##### Raw data #####

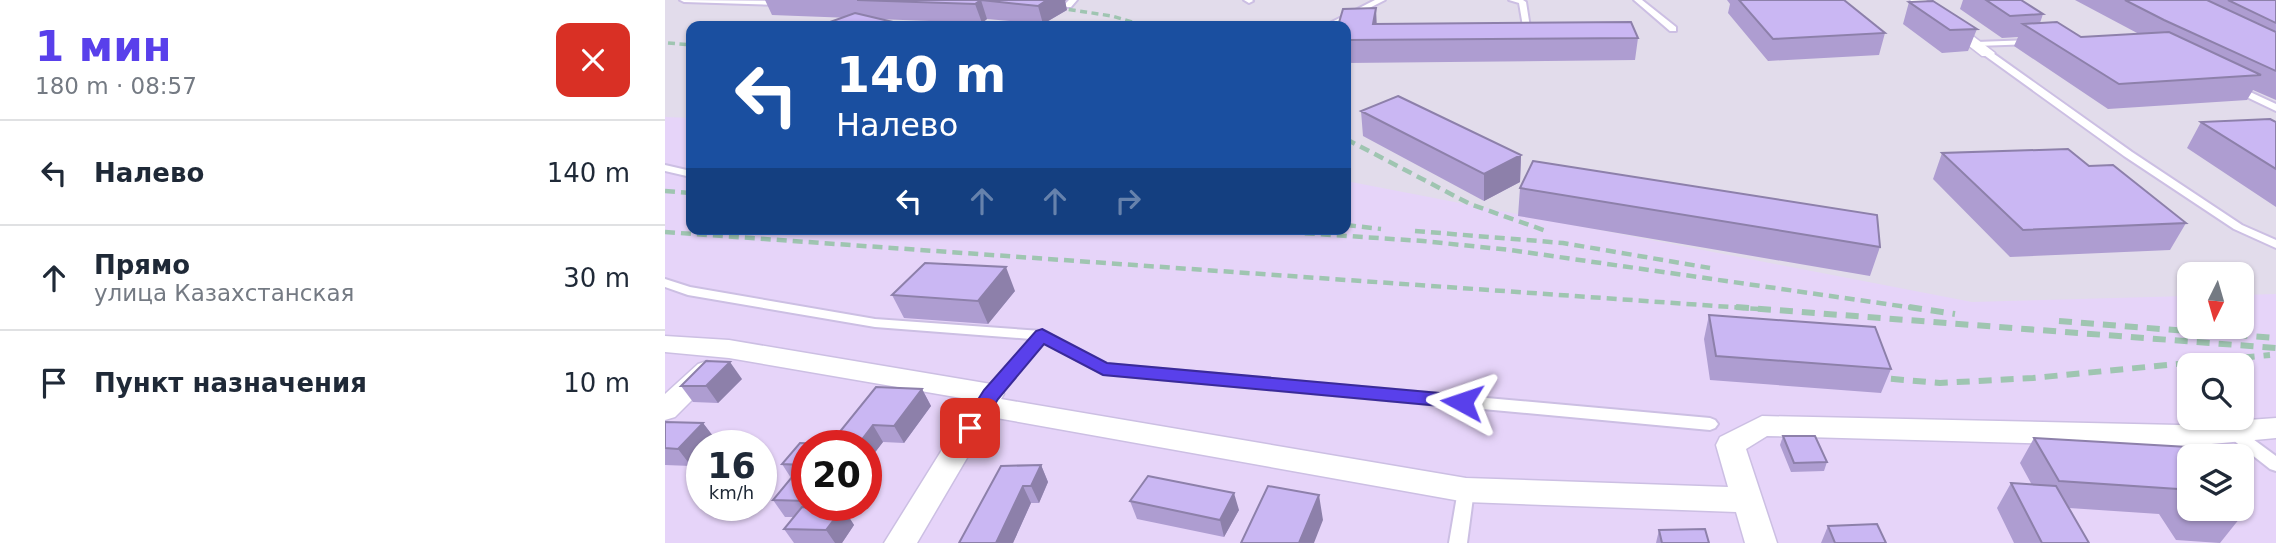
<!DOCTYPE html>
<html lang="ru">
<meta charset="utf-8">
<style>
body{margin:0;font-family:"DejaVu Sans",sans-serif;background:#f2f2f3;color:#1f2937;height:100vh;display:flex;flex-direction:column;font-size:26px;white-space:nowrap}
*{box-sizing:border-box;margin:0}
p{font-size:23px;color:#747a83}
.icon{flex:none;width:38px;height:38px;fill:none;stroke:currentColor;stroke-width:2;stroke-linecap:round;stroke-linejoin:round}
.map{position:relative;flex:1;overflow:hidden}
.drawer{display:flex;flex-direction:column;background:#fff;width:665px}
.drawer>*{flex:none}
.hud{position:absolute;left:21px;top:21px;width:665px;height:214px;border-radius:14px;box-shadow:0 2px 5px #0004;background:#1a4fa0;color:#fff;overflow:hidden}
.needle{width:46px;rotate:185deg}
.tools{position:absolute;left:1512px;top:262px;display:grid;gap:14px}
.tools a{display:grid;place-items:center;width:77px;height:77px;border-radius:14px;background:#fff;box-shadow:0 2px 5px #0004;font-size:35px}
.speed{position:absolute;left:21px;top:430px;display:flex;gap:14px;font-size:35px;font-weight:700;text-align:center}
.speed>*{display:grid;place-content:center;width:91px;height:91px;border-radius:50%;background:#fff;box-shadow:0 2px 5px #0004;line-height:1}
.speed small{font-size:18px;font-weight:400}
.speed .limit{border:10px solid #d22;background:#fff;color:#111}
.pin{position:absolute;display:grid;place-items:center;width:60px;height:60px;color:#fff;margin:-30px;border-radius:14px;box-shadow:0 4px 10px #0006}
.me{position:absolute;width:77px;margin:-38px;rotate:275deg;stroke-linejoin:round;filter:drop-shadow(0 0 5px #0008)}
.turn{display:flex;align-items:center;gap:24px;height:147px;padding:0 35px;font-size:32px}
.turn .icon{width:91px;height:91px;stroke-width:2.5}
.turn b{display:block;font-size:49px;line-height:60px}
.lanes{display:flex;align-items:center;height:66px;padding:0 35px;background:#0003;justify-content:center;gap:35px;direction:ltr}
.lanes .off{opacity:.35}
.round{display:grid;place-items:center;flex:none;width:74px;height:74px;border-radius:14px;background:#f2f2f3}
.headline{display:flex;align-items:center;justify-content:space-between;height:119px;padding:0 35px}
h1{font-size:42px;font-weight:600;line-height:52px;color:#5940eb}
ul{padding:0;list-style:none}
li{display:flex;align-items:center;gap:21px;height:105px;padding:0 35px;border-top:2px solid #e0e1e3}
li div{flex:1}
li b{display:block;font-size:26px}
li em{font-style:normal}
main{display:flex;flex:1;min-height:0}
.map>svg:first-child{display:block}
.residential{fill:#e6d4f9;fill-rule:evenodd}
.industrial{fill:#e2dceb}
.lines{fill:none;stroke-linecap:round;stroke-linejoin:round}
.service-casing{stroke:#ccbfe3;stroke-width:4}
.minor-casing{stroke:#ccbfe3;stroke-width:3}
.service{fill:#fff;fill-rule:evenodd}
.minor{fill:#fff;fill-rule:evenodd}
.rail-far2{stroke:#9fc5b1;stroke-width:3.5;stroke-dasharray:7 4.5;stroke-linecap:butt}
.rail-far1{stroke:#9fc5b1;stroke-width:4.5;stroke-dasharray:10 6;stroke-linecap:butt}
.rail{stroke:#9fc5b1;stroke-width:6;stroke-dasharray:13 9;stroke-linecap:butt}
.wall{fill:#ae9dd1}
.shaded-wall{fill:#8d80aa}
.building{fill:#cab7f3;stroke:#8d80aa;stroke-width:2}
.route{fill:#5940eb;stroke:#3a2a99;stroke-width:2}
</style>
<main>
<section class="drawer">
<div class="headline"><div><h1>1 мин</h1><p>180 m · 08:57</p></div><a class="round" style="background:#d93025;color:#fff"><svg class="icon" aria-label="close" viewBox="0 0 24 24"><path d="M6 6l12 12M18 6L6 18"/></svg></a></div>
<ul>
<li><svg class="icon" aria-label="left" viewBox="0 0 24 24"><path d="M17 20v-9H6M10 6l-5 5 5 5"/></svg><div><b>Налево</b></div><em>140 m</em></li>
<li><svg class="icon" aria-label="ahead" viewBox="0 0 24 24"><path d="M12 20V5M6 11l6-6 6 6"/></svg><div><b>Прямо</b><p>улица Казахстанская</p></div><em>30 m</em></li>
<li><svg class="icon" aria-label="arrive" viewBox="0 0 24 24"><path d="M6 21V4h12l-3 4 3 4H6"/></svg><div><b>Пункт назначения</b></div><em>10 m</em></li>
</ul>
</section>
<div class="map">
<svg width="1611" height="543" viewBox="0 0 1611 543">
<rect width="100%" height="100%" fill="#efe0fd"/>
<path class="residential" d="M0,0H1611V543H0ZM26,26H681V229H26ZM1524,275H1577V327H1524ZM1524,366H1577V418H1524ZM37,446H96V506H37ZM142,446H201V506H142ZM1524,457H1577V509H1524Z"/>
<path class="industrial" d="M0,0H1611V294L1577,295V275H1524V296L1307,302L681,181V26H26V118L0,117Z"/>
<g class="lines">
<g class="service-casing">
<path id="service" d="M15,0L117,1L121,3L117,5L19,2Z
M404,0H412L406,7H400L399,5Z
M579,0H587L588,1L584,3Z
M710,0H720L669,26H659Z
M844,0H858L861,2L867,40L860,38L854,3Z
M969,0H977L1011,27V31H1005Z
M1367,40H1370V44L1311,46L1307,44L1311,42Z
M1319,51H1325L1467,152L1577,225L1611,240V248L1569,229L1459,156L1319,55Z
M1570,85L1611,104V111L1567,90L1566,88Z
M0,165L26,171V177L0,171Z
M0,279L25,287L210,319L377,331L441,364L1045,418L1050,420L1053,424L1050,428L1045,430L438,374L379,342L331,398H321L319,394L321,390L366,339L210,327L23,295L0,287Z
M1568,426L1573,428L1611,456V471L1605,469L1563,436L1560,432L1563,428Z
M801,484L807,485L809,490L802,543H784L793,490L795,485Z"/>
</g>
<g class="minor-casing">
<path id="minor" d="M1245,0H1261L1330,53L1327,56H1317Z
M0,336L64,340L326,384L336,387L339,394L336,399L801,478L1063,487L1051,445L1055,437L1097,416L1514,425L1611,418V438L1514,447L1102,436L1081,449L1112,543H1080L1071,512L801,502L326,417L252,543H219L308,400L64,358L0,352Z
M42,361L51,364L55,370L51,376L10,417L0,420V394L33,364Z"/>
</g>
<use href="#service" class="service"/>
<use href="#minor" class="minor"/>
<path class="rail-far2" d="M381,6L447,16L481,26
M3,43L26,45"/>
<path class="rail-far1" d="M681,139L805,204L884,232
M0,191L26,193
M681,225L716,229
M576,229L758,241L845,250L1256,309
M750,231L898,243L1045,268
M0,232L1094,309"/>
<path class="rail" d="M1071,307L1611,348
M1244,307L1290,314
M1394,321L1611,338
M1204,377L1275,383L1368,378L1605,355"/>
</g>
<path class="wall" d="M100,0H401L400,1L402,10L378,24L322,19L317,23L107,15Z
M1062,0H1179L1220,33L1214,55L1103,61L1063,13L1065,4Z
M1298,0H1356L1378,14L1375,23L1416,37L1474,34L1410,0H1611V100L1588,90L1582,100L1443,109L1349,46L1353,37L1337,38L1295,9Z
M1244,2L1312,29L1303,51L1277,53L1238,24Z
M712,24L973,38L970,60L681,63V26Z
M696,111L856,155L855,182L819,201L698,136Z
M1536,122H1611V207L1522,148Z
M1277,153L1424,166L1521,223L1505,250L1345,257L1268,179Z
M855,188L1215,247L1205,276L853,216Z
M350,291L323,324L239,318L227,295Z
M1044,315L1226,369L1216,393L1045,380L1039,339Z
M77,379L53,403L28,402L16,386Z
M211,387L257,389L266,406L239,443L218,442L201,464V446H142V506H164L163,508H178L189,525L177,543H129L119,529L128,517H120L108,500L126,478L117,464L135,443L165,444Z
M0,422L38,423L51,440L37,446V455L26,466L0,465Z
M1118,436L1162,462L1159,471L1126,472L1115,445Z
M1369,438L1524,457V509H1569L1575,518L1555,543L1511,540L1494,514L1404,508L1424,543H1349L1332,508L1346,483L1367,485L1355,463Z
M376,465L383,482L374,503H366L348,543H294Z
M465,501L574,510L559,537L472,519Z
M1163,526L1221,543H1156Z
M994,530L1044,543H991Z"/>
<path class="shaded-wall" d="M316,0L322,19L317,23L310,4Z
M382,0H401L400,1L402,10L378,24L373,6Z
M711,8L712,30L708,24Z
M856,155L855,182L819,201V174Z
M341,267L350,291L323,324L313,301Z
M65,362L77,379L53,403L41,386Z
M257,389L266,406L239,443L229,426Z
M38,423L51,440L45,446H37V455L26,466L13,449Z
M208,425L218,442L201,464V446H192Z
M376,465L383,482L374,503L366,486Z
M358,486L366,503L348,543H331Z
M569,493L574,510L559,537L555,520Z
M654,495L658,520L649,543H634Z
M147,506H164L155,518Z
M178,508L189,525L177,543H170L161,530Z"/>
<path class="building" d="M192,0H382L373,6L316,0L310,4Z
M1074,0H1179L1220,33L1108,39Z
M1321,0H1356L1378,14L1345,16Z
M1460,0H1542L1611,32V71L1499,20Z
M1563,0H1611V23Z
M1268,1L1312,29L1285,30L1244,2Z
M711,8L708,24L966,22L973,38L681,40V26H673L678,9Z
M190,13L245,26H154Z
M1392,22L1416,37L1504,32L1596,75L1454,84L1358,24Z
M733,96L856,155L819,174L696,111Z
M1605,119L1611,122V169L1536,122Z
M1403,149L1424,166L1448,165L1521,223L1358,230L1277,153Z
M868,161L1212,215L1215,247L855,188Z
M260,263L341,267L313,301L227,295Z
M1044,315L1210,327L1226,369L1051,356Z
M41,361L65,362L41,386H16Z
M211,387L257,389L229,426L208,425L192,446H142V501L108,500L137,465L117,464L135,443L165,444Z
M0,422L38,423L13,449L0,448Z
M1118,436H1150L1162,462L1129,463Z
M1369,438L1523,447L1530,457H1524V506L1513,489L1394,481Z
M376,465L366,486H358L331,543H294L336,466Z
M483,476L569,493L555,520L465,501Z
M1346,483L1391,486L1424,543H1377Z
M603,486L654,495L634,543H576Z
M137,507L178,508L161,530L119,529Z
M1526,509H1569L1575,518L1530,515Z
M1212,524L1221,543H1170L1163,526Z
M1040,529L1044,543H997L994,530Z"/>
<path class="route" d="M377,329L442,363L797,395L803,397L806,402L803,406L797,408L438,375L379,344L333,399L312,434L305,436L298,434L295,428L319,390L371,331Z"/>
</svg>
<div class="tools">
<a><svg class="needle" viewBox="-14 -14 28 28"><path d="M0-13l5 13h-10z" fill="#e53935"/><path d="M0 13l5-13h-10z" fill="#747a83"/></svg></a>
<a><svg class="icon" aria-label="search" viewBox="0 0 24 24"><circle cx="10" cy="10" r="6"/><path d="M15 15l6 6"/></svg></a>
<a><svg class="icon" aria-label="layers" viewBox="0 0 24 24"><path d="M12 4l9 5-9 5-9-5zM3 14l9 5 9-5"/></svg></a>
</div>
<div class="speed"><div>16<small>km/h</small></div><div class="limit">20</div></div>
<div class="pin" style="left:305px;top:428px;background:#d93025"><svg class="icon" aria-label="arrive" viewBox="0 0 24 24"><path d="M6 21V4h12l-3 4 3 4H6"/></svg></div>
<svg class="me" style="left:797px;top:402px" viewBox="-20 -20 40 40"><path d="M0-17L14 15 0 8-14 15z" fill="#5940eb" stroke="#fff" stroke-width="4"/></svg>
<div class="hud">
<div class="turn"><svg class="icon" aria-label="left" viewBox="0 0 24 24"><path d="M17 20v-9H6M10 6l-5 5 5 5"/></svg><div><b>140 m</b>Налево</div></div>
<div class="lanes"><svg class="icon" aria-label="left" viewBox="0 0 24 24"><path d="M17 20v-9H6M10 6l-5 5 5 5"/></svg><svg class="icon off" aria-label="ahead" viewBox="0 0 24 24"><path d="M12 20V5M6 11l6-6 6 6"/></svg><svg class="icon off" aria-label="ahead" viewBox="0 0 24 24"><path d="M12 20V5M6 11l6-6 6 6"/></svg><svg class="icon off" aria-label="right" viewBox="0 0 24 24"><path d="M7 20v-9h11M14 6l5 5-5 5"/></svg></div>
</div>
</div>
</main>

#####

Problem
From the listing, reproduce every line where the word "lines" is present.

Task solution
.lines{fill:none;stroke-linecap:round;stroke-linejoin:round}
<g class="lines">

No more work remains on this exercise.